Study material:
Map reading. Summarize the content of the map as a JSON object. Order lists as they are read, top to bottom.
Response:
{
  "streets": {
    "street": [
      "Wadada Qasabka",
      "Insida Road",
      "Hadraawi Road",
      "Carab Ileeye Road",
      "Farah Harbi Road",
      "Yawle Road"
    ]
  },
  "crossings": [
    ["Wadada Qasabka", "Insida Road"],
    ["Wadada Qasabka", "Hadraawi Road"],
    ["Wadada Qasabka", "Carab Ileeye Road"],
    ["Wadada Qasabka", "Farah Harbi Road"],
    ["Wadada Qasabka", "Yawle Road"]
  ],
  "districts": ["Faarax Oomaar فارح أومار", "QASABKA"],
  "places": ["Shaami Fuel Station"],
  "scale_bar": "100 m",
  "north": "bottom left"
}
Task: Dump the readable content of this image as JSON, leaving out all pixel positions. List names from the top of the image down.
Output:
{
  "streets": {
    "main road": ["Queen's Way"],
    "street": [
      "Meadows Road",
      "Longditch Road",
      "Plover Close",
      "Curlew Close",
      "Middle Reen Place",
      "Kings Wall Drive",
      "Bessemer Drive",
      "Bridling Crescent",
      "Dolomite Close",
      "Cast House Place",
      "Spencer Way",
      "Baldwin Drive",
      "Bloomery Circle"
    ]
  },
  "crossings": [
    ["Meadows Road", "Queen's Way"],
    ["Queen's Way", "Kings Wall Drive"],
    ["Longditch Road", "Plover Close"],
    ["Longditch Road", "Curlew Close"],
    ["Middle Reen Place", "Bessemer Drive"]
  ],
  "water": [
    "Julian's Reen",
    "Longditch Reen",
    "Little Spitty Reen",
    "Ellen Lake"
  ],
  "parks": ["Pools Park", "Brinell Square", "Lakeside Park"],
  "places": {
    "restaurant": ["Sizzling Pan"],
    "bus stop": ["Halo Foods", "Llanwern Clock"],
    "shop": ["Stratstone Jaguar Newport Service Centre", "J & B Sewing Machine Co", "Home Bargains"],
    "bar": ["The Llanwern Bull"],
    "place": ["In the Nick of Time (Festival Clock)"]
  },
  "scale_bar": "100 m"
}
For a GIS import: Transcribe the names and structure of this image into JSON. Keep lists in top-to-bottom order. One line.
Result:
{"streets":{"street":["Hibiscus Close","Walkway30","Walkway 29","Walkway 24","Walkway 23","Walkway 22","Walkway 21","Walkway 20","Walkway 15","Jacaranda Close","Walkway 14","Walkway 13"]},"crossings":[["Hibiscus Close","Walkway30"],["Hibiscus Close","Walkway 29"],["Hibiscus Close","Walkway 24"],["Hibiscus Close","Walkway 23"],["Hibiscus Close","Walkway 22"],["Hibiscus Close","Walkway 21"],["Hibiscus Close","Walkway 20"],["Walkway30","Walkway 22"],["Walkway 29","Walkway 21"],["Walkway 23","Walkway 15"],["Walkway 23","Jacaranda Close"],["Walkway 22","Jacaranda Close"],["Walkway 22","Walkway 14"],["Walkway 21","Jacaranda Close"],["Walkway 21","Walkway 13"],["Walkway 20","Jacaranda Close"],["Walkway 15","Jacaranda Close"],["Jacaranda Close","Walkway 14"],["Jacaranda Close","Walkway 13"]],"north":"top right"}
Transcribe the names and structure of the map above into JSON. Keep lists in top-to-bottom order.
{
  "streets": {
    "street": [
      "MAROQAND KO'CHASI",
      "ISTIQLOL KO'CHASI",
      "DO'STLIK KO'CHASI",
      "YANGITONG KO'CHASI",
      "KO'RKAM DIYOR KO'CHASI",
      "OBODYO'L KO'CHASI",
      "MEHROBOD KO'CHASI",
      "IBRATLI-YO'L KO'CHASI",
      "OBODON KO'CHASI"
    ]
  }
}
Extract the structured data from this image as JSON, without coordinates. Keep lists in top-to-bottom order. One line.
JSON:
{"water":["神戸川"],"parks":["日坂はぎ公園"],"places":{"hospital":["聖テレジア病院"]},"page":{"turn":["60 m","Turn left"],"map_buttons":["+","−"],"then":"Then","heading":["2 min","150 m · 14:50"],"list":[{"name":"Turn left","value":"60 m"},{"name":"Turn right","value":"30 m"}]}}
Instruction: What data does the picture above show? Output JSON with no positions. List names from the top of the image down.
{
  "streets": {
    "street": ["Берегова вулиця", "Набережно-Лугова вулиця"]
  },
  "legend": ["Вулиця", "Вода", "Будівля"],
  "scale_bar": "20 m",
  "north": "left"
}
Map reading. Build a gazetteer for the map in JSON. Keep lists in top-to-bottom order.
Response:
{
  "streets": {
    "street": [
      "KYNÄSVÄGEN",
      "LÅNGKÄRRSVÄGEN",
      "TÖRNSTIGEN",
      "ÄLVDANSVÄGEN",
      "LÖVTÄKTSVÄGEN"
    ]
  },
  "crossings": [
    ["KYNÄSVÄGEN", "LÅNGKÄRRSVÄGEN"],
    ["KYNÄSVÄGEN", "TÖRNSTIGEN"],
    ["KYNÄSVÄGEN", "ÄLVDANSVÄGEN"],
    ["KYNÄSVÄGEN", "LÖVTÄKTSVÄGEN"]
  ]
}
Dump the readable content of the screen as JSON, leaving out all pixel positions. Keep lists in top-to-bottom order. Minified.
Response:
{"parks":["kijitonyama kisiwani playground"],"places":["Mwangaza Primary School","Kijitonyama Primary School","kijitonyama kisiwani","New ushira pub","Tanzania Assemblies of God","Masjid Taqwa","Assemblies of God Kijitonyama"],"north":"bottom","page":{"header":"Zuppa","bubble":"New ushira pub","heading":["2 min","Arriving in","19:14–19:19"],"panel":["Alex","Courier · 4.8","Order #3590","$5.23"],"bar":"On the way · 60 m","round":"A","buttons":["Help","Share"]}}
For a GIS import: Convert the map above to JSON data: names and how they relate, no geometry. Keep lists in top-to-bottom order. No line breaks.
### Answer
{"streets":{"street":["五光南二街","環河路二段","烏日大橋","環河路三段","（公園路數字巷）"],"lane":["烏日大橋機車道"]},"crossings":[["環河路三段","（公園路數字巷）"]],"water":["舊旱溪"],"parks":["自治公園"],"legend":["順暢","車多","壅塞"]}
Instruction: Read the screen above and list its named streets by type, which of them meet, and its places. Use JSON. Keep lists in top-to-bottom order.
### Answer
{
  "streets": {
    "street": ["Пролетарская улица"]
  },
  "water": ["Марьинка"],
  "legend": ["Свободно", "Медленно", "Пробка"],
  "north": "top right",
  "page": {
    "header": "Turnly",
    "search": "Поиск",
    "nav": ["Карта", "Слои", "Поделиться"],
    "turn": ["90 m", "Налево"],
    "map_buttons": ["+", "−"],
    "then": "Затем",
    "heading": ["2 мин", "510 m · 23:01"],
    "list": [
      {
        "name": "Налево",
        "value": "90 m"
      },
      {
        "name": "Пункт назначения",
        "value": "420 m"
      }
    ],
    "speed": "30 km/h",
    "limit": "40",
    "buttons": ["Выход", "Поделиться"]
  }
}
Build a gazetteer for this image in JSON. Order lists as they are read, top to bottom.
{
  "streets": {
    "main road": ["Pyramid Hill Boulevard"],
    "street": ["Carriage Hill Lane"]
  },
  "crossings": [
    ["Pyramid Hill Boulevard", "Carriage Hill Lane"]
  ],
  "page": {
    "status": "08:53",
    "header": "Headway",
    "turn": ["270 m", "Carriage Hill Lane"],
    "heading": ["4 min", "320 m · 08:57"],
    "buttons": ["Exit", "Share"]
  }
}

Required work:
Copy out all lines above holding "leaving".

Solution to the problem:
Task: Dump the readable content of this image as JSON, leaving out all pixel positions. List names from the top of the image down.
Dump the readable content of the screen as JSON, leaving out all pixel positions. Keep lists in top-to-bottom order. Minified.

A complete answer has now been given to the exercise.